今月10日、人の脚とみられる物体が見つかった仁川市延寿区松島洞(インチョンシ・ヨンスグ・ソンドドン)の南部圏広域生活資源センター。[聯合ニュース]
18日、警察などによると、国立科学捜査研究院は今月10日に発見された人の脚のDNA情報と、仁川市中区(チュング)にある療養病院の入院患者のDNAが一致したとの口頭所見を警察に伝えた。
当初、仁川延寿(ヨンス)警察署は、発見された脚が犯罪被害者の人体の一部である可能性があるとみて捜査を進めていた。しかしこの日、仁川市中区のある療養病院から「人の脚を誤って排出した」という趣旨の届け出を受けたことから、警察は国立科学捜査研究院に緊急のDNA鑑定を依頼した。
警察は、鑑定結果をもとに病院関係者を呼び、患者の切断された脚が誤って排出された経緯などを調べる予定だ。

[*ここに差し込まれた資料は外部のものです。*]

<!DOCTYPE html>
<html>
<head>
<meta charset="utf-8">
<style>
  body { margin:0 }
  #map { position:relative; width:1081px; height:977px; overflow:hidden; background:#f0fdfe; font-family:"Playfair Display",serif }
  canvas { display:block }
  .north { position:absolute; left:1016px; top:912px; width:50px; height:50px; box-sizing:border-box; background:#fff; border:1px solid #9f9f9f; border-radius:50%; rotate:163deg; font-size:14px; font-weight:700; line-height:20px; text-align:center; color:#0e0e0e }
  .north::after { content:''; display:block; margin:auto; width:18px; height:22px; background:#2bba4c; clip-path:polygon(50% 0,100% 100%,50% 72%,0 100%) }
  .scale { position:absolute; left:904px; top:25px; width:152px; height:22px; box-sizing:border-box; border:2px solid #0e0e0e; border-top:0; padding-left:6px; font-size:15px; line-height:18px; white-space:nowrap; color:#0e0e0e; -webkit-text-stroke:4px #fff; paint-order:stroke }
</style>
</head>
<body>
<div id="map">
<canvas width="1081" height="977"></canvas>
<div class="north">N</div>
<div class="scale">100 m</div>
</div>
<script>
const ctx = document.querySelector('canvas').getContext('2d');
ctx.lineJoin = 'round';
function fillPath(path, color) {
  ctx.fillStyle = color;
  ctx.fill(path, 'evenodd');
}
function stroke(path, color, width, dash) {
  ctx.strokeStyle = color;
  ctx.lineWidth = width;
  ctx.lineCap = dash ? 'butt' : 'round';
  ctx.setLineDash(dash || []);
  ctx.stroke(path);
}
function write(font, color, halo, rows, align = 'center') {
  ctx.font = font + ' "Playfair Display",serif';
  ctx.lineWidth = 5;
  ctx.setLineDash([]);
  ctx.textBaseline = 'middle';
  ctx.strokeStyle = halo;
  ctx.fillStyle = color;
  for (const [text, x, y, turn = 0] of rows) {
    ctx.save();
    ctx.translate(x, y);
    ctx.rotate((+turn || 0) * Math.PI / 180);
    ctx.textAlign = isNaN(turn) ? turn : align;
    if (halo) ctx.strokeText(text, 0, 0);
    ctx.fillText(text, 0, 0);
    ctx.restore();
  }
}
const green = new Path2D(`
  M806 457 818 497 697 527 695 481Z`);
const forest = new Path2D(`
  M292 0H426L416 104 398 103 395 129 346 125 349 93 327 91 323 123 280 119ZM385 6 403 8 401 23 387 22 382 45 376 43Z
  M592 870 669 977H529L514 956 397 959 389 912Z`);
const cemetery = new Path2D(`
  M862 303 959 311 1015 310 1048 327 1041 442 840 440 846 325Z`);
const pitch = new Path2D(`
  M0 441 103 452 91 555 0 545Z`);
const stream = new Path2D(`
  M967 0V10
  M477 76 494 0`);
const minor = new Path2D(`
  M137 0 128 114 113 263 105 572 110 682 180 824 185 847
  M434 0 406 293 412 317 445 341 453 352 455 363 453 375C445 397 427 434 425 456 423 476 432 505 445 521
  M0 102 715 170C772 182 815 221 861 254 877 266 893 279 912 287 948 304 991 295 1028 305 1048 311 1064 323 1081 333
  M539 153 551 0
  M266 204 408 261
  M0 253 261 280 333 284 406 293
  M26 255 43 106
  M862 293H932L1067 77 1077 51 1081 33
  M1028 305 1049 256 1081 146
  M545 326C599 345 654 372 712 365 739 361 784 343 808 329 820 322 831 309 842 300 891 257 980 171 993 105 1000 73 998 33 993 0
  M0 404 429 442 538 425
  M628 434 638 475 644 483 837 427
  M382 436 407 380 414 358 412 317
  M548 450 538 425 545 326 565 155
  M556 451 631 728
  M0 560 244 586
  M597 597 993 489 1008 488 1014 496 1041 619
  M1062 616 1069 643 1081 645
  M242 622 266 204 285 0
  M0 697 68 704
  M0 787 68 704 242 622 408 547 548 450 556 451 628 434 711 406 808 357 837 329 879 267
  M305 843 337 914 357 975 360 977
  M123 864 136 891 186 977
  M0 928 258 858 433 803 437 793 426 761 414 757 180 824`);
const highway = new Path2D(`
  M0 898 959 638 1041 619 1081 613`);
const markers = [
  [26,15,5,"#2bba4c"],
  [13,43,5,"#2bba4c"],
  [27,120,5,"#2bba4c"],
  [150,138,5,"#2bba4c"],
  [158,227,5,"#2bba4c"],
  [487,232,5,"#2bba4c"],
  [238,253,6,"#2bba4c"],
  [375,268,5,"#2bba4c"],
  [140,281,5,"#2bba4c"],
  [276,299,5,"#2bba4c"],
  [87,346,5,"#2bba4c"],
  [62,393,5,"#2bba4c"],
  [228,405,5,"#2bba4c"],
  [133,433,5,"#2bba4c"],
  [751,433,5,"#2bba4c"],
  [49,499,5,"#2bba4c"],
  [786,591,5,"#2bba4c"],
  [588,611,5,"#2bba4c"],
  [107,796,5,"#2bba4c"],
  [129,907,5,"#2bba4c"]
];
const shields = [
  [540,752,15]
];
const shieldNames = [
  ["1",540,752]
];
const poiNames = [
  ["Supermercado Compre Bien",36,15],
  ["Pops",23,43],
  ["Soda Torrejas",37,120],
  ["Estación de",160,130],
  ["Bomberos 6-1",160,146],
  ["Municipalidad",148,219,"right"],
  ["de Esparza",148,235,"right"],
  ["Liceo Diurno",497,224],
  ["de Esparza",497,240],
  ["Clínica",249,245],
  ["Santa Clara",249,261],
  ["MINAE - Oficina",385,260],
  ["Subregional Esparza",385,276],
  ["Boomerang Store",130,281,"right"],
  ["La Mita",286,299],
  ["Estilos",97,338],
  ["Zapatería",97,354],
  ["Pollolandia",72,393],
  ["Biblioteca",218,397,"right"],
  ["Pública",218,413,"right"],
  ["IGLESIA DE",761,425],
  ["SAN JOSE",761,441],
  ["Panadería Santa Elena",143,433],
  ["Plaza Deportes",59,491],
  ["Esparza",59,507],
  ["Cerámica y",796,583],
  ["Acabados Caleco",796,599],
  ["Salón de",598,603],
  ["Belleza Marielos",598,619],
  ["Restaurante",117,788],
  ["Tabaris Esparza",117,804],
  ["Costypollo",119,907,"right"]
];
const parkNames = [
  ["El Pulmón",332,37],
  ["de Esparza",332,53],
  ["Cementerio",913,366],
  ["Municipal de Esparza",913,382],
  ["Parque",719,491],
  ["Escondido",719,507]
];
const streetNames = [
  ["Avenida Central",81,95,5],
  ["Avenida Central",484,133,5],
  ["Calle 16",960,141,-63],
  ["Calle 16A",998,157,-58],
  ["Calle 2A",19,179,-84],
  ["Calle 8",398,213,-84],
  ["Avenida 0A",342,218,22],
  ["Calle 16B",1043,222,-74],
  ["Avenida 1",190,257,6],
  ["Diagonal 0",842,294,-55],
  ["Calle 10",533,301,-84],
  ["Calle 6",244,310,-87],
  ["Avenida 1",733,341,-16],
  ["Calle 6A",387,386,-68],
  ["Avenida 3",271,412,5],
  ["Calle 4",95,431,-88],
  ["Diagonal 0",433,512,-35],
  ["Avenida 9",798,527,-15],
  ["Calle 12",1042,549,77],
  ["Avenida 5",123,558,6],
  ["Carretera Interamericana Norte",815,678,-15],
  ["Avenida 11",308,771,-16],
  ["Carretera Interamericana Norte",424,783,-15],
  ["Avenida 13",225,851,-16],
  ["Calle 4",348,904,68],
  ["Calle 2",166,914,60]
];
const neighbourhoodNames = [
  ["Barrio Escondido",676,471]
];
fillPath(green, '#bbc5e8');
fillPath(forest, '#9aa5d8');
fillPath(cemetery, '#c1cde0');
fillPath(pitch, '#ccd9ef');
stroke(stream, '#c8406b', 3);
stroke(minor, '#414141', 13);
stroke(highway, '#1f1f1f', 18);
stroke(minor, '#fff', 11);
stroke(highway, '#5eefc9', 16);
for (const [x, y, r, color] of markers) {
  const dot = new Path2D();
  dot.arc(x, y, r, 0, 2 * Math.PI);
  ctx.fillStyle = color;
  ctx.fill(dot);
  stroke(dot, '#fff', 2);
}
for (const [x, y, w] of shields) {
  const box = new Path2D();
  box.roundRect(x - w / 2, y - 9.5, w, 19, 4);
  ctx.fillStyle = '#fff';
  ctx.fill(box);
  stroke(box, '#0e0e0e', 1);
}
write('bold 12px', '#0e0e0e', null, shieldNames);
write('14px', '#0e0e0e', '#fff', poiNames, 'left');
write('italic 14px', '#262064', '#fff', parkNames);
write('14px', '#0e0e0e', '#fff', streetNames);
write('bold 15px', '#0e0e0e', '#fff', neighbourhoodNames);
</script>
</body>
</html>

医療廃棄物は専用容器に保管し、許可を受けた処理業者を通じて排出・処理しなければならず、これを誤って排出した場合は、廃棄物管理法に基づいて処罰される可能性がある。
警察は、この療養病院で切断手術が行われた経緯についても調査し、医療法違反に当たるかどうかを確認する方針だ。この療養病院の医療スタッフは、神経外科専門医と外科専門医、韓方科医師2人などで構成されているが、病院には手術室がないという。手術室以外の場所で手術を行った場合、違法な医療行為に該当し、医療法違反が成立する。医療法専門のソン・ヨンギュ弁護士は「手術室のない療養病院で切断手術を行ったというのは常識では考えにくい」とし、「手術や医療廃棄物の処理過程に違法性があった可能性がある」と述べた。
今月10日午後2時28分ごろ、仁川市延寿区松島洞(ソンドドン)の南部圏広域生活資源回収センターで、資源ごみの選別作業中に人の脚の一部が発見された。脚には包帯が巻かれており、長さは約41センチだった。警察は、他殺などの犯罪に関連している可能性があるとみて捜査本部を設置し、経緯の把握に乗り出した。警察は捜査初期、この脚が女性や学生のものである可能性があるとみて、仁川地域の学校で無断欠席者や長期欠席者がいないか確認したが、特に不審な点は見つからなかった。その後、国立科学捜査研究院が「身長161~165センチの成人と推定される」との鑑定結果を示したことで、警察は学生を優先的な調査対象から外した。それでも事件の手掛かりが見つからなかったため、警察は仁川だけでなく、京畿道(キョンギド)内の行方不明者にまでDNAの収集対象を広げて捜査を進めていた。